The size of a service area 2201-2206 may, for example, be a
function of the frequency used by the corresponding guided surface
waveguide probe P to transmit power. Lower frequencies are
associated with greater service areas in terms of size. The six
guided surface waveguide probes P.sub.1-P.sub.6 depicted in FIG. 22
may employ frequency division multiplexing to transmit on
non-overlapping frequencies. As a non-limiting example, one guided
surface waveguide probe P may use 10 kHz, while another surface
waveguide probe P may use 8 kHz. The frequencies f.sub.1-f.sub.6
may be selected such that the signals driven by the guided surface
waveguide probes P.sub.1-P.sub.6 are not interfering.
Guided surface wave receive structures R within the defined region
2100 are able to receive power from a respective guided surface
waveguide probe P and its service area 2201-2206 using a
transmission line mode as previously described. The service areas
2201-2206 may overlap and as a result, supply increased loads to
guided surface wave receive structures R that can utilize power
transmitted on multiple frequencies.
A guided surface wave receive structure R may determine what
frequencies are available by which to receive electrical energy in
the form of guided surface waves within the defined region 2100.
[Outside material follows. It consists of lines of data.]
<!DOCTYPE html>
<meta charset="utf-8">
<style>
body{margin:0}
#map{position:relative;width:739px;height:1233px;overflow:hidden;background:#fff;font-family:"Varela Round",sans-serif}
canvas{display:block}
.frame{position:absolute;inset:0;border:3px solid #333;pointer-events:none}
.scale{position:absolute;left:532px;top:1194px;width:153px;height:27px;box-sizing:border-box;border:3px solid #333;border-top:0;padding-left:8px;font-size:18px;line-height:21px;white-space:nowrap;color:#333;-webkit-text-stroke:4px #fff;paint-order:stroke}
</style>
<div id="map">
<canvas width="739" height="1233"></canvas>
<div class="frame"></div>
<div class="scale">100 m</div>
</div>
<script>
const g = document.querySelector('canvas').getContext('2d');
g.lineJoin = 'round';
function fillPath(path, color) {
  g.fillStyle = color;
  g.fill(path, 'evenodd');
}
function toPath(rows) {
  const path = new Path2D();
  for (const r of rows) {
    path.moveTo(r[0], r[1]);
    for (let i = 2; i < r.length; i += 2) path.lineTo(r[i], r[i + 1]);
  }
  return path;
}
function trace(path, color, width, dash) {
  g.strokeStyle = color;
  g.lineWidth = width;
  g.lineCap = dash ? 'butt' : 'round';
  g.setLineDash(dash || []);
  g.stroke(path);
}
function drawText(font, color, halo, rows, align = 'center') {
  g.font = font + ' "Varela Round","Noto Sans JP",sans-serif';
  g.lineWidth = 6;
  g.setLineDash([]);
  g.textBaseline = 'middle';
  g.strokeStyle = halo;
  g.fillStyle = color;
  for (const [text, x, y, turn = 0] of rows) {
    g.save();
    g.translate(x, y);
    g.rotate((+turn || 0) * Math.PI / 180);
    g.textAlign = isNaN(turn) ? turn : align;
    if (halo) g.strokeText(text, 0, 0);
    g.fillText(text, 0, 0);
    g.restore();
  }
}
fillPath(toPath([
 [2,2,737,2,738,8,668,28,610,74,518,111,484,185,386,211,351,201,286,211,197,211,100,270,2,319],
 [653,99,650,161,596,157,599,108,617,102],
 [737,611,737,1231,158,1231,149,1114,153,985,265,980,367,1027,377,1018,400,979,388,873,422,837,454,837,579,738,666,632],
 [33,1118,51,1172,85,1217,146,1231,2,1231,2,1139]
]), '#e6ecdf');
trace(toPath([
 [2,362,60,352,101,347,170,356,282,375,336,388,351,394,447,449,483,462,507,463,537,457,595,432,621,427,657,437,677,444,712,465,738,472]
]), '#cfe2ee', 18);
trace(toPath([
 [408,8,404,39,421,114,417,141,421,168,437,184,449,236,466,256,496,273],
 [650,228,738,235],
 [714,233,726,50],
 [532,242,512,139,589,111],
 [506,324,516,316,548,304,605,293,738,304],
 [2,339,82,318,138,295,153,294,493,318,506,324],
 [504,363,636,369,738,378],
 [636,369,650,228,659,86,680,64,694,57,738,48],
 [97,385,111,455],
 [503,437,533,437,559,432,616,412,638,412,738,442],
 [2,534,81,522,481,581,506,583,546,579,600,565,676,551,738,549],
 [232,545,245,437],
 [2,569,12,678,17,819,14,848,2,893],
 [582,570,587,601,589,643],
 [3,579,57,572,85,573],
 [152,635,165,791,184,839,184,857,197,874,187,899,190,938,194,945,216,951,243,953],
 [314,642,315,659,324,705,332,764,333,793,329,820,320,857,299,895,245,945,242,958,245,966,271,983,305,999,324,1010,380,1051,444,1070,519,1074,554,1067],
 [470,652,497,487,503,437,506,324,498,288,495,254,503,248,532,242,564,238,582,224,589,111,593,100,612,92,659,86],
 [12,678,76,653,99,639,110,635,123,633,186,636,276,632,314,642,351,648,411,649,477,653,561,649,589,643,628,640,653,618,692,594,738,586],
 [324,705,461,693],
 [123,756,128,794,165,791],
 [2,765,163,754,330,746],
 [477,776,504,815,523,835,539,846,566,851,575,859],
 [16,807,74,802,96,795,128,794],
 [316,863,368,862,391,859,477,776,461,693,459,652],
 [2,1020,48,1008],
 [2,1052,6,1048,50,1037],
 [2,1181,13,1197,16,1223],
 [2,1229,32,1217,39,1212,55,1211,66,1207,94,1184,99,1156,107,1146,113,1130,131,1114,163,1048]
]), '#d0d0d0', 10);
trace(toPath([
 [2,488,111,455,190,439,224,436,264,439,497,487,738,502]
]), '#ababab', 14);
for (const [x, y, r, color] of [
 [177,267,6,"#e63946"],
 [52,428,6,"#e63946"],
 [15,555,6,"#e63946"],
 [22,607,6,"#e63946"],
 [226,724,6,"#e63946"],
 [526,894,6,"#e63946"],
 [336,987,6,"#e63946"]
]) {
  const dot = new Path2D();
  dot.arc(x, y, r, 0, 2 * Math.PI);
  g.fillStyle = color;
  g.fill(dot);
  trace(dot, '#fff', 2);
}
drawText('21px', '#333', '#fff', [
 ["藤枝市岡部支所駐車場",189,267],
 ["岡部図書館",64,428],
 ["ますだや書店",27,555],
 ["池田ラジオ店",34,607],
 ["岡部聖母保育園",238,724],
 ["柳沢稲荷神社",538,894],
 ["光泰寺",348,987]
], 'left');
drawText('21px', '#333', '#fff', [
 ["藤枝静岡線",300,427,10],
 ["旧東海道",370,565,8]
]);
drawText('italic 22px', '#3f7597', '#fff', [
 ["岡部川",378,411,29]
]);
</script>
Outside of the defined region 2100, the guided surface wave receive
structure R will likely be out of range of receiving the
transmitted guided surface waves. The guided surface wave receive
structure R may include, for example, a receive controller or
processor 2430 that communicates with a guided surface waveguide
probe P or related controller via one or more networks to determine
available frequencies. As described above, the guided surface wave
receive structure R may simultaneously receive energy from guided
surface waves transmitted from guided surface waveguide probes P
operating at different frequencies relative to one another.
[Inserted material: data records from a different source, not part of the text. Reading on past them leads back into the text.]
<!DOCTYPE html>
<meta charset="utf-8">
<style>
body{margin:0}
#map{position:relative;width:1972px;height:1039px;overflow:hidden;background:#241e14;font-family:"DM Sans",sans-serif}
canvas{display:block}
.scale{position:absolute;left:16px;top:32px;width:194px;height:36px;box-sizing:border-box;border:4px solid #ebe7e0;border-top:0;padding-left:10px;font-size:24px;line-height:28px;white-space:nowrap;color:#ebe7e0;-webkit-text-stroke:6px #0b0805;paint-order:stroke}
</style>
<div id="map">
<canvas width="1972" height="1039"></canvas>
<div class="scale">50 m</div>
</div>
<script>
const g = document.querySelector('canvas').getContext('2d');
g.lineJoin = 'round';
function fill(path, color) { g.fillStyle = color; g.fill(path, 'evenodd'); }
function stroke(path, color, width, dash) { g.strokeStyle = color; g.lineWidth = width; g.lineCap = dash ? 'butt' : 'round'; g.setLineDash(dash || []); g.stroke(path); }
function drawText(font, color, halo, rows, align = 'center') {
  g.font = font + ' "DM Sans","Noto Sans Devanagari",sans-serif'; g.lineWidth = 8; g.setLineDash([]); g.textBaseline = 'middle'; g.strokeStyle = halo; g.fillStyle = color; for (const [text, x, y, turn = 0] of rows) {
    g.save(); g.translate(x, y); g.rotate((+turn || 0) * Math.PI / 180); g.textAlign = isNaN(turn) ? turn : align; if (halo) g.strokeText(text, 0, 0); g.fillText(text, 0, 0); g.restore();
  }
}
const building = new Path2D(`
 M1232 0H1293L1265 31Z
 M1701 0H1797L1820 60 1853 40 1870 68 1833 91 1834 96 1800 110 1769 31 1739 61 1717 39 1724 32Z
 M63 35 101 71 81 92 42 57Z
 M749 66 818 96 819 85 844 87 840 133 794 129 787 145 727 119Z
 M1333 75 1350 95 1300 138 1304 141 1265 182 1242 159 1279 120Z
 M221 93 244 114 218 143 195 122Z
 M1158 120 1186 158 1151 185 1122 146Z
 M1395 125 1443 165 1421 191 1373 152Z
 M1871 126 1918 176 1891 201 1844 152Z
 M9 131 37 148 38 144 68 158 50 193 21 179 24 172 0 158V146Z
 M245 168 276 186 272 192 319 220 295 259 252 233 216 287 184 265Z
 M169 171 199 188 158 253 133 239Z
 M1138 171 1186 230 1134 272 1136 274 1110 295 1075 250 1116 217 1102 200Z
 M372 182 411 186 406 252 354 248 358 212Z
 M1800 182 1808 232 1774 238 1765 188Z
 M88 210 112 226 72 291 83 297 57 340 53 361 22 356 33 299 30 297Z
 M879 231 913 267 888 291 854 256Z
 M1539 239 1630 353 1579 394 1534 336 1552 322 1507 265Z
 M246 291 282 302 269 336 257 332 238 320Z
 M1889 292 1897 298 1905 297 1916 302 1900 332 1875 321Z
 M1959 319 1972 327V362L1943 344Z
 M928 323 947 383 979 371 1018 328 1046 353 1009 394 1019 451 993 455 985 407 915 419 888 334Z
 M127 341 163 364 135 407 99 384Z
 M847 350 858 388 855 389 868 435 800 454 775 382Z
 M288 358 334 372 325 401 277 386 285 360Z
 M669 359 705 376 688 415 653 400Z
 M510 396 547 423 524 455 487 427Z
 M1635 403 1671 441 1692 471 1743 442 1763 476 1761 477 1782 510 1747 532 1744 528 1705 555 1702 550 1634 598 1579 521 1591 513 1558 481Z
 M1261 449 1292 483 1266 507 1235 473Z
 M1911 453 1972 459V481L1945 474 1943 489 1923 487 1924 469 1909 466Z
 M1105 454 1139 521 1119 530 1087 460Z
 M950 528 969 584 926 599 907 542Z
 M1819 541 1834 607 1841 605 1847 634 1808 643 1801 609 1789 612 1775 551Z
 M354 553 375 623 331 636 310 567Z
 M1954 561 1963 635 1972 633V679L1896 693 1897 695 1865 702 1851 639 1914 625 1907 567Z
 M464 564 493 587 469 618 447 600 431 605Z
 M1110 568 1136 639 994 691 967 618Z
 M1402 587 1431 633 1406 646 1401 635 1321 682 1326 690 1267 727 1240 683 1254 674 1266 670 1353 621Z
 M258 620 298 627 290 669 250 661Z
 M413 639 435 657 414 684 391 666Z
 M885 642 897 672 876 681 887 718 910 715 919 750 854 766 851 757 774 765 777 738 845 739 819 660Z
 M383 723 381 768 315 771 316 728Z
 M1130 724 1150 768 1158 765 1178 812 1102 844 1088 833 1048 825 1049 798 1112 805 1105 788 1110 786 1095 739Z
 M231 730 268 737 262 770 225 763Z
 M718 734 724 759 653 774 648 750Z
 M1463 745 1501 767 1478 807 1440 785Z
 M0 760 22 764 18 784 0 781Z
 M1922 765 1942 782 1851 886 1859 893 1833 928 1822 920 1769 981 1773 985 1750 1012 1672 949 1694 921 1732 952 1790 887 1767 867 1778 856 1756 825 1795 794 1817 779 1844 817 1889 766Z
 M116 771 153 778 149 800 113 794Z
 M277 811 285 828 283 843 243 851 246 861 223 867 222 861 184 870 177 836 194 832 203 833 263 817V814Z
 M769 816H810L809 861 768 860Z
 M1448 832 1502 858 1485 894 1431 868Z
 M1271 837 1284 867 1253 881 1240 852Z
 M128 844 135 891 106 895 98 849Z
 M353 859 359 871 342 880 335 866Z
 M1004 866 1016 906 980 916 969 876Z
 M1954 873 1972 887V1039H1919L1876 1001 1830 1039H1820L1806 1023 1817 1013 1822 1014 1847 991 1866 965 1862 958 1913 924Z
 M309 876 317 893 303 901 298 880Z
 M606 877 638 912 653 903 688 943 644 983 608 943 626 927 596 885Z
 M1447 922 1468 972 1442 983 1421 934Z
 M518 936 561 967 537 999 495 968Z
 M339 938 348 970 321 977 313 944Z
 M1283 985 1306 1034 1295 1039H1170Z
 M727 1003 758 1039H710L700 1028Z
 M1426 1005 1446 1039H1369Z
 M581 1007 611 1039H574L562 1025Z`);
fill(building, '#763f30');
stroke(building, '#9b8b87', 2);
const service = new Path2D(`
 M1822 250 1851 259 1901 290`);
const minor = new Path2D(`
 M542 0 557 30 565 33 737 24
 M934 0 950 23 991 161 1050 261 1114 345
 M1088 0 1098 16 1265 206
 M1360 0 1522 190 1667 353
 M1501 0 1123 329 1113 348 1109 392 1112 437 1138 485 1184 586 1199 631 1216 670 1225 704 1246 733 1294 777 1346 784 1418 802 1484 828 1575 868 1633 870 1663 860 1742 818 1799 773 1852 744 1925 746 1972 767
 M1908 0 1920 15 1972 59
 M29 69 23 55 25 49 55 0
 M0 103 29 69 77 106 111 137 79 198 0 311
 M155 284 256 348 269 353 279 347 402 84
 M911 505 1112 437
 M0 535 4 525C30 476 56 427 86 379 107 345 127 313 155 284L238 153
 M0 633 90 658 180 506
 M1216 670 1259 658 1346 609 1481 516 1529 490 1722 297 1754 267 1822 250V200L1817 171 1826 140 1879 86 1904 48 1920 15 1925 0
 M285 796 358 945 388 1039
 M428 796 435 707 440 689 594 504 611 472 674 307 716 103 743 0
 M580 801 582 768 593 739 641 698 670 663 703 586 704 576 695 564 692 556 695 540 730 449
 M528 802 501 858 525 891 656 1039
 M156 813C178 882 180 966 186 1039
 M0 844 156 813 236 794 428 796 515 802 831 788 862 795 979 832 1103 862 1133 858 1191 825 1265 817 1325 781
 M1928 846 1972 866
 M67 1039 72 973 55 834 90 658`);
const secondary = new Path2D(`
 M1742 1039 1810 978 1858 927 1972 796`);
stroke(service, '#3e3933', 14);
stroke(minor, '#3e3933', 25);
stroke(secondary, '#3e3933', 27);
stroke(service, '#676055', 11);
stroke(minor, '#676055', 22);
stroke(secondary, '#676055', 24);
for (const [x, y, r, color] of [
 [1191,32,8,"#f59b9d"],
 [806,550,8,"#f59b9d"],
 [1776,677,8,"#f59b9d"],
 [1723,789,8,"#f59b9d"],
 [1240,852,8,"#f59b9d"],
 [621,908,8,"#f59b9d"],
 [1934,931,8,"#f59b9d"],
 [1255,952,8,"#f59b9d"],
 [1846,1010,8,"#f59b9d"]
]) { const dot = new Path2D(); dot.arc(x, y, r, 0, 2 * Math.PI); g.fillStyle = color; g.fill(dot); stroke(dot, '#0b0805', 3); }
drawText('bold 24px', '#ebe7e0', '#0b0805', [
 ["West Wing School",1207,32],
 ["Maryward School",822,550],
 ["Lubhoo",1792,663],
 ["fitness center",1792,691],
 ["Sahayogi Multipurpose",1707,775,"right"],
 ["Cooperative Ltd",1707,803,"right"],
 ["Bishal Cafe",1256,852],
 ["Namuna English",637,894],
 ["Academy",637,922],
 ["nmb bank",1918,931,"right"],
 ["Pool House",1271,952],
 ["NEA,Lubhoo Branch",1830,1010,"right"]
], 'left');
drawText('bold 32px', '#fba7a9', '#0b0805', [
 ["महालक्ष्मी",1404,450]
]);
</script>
Therefore, the guided surface wave receive structure R can select
the frequencies by which electrical energy in the form of a guided
surface wave will be received. For example, the guided surface wave
receive structure R can be tuned to operate at the selected
frequency. As described above, a respective impedance matching
network may be tuned in accordance with each respective guided
surface wave receive structure R. Then, the guided surface wave
receive structure R can deliver energy to an electrical load
315/327/336. To this end, the guided surface receive structure R
can be embodied in the form of the linear probe 303, the tuned
resonator 306, the magnetic coil 309, or variations thereof, and be
configured using one or more of the techniques discussed above, to
obtain the electrical energy from the guided surface waves.
In various embodiments, the guided surface wave receive structure R
provides power embodied in a guided surface wave to an electric
load 315/327/336, which may correspond to any type of load. In
various embodiments, the power is provided via direct current or
alternating current. If alternating current, the power may be
provided at 60 Hz, 50 Hz, or another frequency, which need not be
the same as the frequency of the guided surface wave that carries
the power. In such case, AC-to-DC converters or AC-to-AC converters
may be employed by the receive devices to obtain AC power at a
desired frequency or to obtain DC power. In various embodiments,
the guided surface wave receive structure R may be integrated
within a client device, vehicle, or other type of user device.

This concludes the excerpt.